Description of the task:
Which lines of the material contain the word "Grandweg"? Show each one.

Data for processing:
----------
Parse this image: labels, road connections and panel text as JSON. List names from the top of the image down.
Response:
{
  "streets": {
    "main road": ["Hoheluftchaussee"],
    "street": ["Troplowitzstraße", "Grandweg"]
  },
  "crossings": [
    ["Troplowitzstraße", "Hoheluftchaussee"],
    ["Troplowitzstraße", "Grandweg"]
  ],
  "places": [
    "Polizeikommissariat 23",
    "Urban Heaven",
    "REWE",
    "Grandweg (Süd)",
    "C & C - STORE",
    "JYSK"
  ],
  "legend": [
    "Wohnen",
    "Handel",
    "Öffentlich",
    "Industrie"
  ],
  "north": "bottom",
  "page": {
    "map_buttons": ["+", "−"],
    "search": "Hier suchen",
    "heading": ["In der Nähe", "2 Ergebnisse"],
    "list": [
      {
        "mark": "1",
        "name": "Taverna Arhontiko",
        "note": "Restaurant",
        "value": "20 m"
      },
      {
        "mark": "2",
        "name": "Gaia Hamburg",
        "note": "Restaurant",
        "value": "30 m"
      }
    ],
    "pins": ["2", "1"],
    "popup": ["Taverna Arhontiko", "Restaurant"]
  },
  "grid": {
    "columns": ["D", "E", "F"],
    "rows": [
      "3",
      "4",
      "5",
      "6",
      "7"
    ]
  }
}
----------
Task solution:
    "street": ["Troplowitzstraße", "Grandweg"]
    ["Troplowitzstraße", "Grandweg"]
    "Grandweg (Süd)",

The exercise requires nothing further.